Different Strokes
Longtime swim instructor Ken Taylor knows how to get results.

Written by Nancy Sokoler Steiner | Photographed by Micheal Neveux
Standing in the pool guiding his student, 72-year-old Ken Taylor directs the 9-year-old to float on his back, then rotate onto his stomach and swim six strokes toward his instructor. The boy’s mother, Jayme Schoch, smiles and shakes her head. “He used to be so afraid of the water,” she says of her son. “Now he looks forward to lessons.”
“I encourage, never discourage,” says Taylor, a fixture of the South Bay swimming community since he started teaching in 1973. He swam in high school and, after a four-year stint in the Navy, enrolled in classes to learn how to teach the sport. A friend’s mother, also a swim trainer, encouraged him to start teaching babies to swim. There were no male teachers at the time, and Taylor built a reputation as a patient and effective baby instructor.
In the years since, he has trained students of all ages, predominantly children and adolescents. His experiences include coaching the swim teams at Hawthorne, Leuzinger and Narbonne high schools. He worked at South Bay Swim School and with the swim team at South End Racquet and Health Club, where he grew the group from 10 to about 50 members. He has also coached Special Olympians, including one who earned a gold medal in the national competition. Today, Taylor is on staff at the Palos Verdes Beach and Athletic Club (PVBAC), where he also gives private lessons.
Taylor has prepared hundreds of children to pass the Los Angeles County Fire Department’s Junior Lifeguard test. Open to youth ages 9 to 17, the test involves swimming 100 yards within a certain time frame. He’s been the Junior Guard prep instructor at PVBAC since he started there in 1996.
“It’s not a picnic,” he warns participants who take the prep class. “It’s always challenging.” Taylor emphasizes stroke and form, starting students at one pool length and working them up beyond the required distance. He teaches them to pace themselves so they don’t run out of steam before they can finish.
Nikki Zamora knew where to turn when her daughter expressed interest in becoming a Junior Lifeguard. “He’s the one to go to,” she says, referring to Taylor. “Everybody knows him.”
She signed her daughter up for private lessons with Taylor to learn the basics. The child could tread water but couldn’t swim freestyle when she started. “He worked on her form, and in the last two or three months, I’ve really seen progress,” says Zamora.
To develop proper positioning of her arms, Taylor has his student hold a hollow tube straight in front of her nose in alternating hands as she completes each stroke. “You gotta reach,” he tells her.

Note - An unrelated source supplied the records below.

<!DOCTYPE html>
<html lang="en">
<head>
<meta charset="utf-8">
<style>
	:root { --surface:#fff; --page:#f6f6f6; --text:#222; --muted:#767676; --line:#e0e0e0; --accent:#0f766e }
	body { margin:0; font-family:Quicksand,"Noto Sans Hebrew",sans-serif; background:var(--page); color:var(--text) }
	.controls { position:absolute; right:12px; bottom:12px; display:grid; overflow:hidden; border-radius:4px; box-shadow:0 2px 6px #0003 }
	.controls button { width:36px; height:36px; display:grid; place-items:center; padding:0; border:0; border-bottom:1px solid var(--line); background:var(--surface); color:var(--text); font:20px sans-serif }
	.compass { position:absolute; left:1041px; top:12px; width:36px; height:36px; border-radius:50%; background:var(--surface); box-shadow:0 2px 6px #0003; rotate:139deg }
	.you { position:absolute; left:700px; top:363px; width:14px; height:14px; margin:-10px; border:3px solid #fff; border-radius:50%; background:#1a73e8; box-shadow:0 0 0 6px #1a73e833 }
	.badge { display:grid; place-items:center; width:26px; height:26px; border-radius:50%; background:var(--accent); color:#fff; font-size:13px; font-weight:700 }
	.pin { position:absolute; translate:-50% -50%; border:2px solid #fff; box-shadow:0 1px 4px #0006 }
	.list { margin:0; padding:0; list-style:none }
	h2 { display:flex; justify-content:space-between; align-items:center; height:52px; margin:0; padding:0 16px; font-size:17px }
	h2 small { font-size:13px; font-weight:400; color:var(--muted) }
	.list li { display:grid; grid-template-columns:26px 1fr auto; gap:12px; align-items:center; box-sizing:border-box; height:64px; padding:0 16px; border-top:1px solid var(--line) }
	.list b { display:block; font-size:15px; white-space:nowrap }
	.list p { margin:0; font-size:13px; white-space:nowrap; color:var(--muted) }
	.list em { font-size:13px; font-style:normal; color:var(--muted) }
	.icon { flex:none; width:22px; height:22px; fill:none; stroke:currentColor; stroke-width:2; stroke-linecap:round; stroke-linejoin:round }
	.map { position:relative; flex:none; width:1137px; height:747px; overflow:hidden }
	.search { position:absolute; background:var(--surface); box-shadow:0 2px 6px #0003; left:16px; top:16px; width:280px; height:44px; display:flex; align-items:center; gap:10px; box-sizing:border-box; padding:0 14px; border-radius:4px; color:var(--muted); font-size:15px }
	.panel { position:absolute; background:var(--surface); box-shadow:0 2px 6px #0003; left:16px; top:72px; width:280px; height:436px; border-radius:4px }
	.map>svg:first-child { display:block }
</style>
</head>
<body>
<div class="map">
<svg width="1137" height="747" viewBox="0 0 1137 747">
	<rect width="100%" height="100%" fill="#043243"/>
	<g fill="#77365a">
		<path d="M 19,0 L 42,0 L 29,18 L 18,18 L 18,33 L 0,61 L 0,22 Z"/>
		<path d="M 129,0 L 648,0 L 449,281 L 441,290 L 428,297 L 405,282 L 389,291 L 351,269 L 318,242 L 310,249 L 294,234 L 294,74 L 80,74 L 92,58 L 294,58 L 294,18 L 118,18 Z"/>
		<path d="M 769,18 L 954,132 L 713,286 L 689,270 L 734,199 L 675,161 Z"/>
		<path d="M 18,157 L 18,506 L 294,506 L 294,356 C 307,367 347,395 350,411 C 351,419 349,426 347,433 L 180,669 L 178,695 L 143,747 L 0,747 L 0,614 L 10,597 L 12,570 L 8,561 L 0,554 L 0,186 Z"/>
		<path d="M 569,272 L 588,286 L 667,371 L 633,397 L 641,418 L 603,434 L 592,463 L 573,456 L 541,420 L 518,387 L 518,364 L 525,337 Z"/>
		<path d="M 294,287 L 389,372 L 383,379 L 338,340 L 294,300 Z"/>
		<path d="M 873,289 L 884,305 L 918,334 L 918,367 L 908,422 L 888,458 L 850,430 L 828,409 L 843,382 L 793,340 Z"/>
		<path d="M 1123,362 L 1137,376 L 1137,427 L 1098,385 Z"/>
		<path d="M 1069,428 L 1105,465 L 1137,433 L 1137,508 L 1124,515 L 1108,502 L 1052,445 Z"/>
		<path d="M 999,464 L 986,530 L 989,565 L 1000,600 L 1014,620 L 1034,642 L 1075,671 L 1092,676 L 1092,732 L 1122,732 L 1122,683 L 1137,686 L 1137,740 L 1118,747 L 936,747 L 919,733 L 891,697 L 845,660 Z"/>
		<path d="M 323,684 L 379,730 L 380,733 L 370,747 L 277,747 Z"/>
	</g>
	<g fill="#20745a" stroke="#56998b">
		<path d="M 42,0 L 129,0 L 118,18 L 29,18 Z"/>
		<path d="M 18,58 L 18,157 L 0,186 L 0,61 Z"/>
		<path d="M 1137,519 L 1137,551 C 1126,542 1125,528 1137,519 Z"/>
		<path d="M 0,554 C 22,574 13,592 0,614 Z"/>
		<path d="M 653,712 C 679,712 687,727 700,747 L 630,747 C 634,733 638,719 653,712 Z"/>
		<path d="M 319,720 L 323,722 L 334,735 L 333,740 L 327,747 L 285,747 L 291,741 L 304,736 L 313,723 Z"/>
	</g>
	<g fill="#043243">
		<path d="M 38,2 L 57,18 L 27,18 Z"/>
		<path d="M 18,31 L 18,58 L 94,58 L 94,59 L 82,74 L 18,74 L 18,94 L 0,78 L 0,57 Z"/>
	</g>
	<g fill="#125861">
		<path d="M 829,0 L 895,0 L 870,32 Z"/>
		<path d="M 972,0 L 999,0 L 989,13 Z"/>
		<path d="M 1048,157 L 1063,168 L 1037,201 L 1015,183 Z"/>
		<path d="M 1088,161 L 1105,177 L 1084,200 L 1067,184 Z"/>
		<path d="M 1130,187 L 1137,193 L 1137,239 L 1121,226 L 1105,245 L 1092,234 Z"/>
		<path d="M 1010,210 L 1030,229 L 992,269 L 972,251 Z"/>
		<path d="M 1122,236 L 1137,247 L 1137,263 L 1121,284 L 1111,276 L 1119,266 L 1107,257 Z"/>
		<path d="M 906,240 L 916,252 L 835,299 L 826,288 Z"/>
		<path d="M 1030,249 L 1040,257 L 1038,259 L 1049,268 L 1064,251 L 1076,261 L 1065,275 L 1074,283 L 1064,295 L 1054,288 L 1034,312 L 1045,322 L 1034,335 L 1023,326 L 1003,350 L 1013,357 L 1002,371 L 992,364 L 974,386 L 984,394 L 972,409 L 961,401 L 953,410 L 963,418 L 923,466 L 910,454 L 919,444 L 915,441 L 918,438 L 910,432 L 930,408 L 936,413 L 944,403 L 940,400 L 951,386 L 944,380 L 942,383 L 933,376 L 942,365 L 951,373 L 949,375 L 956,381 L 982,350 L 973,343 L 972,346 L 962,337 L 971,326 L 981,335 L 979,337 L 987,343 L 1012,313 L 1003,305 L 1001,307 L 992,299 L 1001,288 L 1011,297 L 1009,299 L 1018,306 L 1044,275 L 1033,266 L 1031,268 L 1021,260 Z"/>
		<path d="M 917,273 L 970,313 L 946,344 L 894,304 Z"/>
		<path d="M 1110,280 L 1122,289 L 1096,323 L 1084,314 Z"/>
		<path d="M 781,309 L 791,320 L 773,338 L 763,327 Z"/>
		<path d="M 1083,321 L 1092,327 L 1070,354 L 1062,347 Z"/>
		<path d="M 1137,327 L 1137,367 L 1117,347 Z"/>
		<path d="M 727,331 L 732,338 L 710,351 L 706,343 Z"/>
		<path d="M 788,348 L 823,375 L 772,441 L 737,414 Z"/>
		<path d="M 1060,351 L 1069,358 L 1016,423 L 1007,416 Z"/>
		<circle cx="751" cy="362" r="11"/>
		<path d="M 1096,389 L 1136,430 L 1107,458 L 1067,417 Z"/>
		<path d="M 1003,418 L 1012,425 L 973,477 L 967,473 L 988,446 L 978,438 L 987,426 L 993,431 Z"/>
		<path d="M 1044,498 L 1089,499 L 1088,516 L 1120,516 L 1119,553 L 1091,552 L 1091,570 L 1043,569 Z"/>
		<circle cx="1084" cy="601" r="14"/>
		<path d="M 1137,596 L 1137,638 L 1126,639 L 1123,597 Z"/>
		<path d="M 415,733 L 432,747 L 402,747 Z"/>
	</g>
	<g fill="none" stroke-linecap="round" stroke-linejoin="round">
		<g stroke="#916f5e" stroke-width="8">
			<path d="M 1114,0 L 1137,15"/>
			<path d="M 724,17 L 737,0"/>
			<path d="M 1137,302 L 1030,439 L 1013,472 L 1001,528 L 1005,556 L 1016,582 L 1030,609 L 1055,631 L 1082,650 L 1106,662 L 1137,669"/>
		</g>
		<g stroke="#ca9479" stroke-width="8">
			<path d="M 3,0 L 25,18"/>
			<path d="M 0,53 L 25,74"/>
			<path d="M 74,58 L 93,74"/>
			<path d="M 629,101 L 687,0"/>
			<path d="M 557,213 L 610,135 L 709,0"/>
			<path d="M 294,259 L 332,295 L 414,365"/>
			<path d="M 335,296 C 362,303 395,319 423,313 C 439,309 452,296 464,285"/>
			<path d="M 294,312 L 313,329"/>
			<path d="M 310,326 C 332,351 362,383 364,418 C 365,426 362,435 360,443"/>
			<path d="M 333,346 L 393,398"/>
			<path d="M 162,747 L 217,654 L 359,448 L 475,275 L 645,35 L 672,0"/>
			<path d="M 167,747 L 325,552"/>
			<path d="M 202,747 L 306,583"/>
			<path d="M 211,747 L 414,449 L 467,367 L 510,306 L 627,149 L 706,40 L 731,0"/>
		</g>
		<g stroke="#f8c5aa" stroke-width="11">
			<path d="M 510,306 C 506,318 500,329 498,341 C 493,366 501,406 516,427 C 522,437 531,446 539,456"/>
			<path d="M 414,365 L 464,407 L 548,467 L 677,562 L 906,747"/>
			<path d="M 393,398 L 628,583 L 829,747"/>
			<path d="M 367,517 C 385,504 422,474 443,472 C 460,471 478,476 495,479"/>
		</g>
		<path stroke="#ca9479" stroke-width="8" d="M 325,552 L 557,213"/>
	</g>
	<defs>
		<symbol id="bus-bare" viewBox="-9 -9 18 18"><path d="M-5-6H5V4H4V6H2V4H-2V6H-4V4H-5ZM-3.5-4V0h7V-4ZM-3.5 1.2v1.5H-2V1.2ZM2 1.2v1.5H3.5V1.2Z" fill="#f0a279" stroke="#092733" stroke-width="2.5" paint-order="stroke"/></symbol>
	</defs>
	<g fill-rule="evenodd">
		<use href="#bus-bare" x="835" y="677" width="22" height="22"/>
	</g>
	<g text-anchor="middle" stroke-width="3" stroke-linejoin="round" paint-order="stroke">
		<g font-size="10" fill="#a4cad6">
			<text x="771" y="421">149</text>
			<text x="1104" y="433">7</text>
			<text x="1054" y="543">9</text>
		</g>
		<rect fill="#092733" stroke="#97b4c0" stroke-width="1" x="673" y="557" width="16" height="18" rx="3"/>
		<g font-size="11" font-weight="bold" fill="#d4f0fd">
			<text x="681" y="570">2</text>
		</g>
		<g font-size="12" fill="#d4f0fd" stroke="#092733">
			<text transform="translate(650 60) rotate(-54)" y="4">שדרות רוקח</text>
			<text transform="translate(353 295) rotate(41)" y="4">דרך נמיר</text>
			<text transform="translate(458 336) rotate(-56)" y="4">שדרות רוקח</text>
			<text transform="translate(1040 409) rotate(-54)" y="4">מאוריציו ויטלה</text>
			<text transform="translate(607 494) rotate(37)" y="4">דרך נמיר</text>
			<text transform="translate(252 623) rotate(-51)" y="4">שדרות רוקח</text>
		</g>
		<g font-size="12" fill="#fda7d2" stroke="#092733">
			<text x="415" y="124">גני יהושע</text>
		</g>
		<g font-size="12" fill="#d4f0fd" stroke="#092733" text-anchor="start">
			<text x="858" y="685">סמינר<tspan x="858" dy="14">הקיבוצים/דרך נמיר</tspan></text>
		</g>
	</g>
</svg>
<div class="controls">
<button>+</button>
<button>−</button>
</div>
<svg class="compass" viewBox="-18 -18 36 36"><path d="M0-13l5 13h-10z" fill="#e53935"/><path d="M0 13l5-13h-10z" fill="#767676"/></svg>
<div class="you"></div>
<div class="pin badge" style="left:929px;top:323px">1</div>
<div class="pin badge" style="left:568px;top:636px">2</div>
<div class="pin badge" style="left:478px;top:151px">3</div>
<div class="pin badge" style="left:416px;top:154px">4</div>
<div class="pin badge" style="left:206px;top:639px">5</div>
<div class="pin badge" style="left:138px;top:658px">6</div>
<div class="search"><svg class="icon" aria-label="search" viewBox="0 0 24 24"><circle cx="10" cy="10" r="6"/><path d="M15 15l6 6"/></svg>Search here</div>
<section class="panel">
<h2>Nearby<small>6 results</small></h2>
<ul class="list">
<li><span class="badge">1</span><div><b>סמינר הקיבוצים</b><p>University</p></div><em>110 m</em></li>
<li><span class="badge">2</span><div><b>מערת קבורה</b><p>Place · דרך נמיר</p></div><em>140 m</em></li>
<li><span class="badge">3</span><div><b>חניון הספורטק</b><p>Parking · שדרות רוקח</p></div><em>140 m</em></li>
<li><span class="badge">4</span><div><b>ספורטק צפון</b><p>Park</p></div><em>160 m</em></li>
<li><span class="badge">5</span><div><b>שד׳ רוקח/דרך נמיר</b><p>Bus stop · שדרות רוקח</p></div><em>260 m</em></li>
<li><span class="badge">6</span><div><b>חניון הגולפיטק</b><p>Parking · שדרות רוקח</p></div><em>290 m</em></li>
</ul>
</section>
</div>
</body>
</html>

The 9-year-old loves her lessons, reports Zamora, who says her daughter was one of the few to continue taking them through the winter. “I’ve heard he’s tough, but I haven’t seen it. He’s very kind and has a lot of patience.”
In addition to his teaching abilities, Taylor is known for some idiosyncrasies. He used to ride his unicycle the length of the pool and back, paralleling his students, until the practice was discontinued for safety reasons. He wrestled professionally for 10 years on the independent circuit. And when the South End swim team dared him to shave his head and grow a beard if they made California Interscholastic Federation, he complied.
But when it comes to his philosophy of teaching, he grows serious: “I teach from the heart. I think of my students as a piece of clay, and I’m trying to create something that’s going to last them a long time.”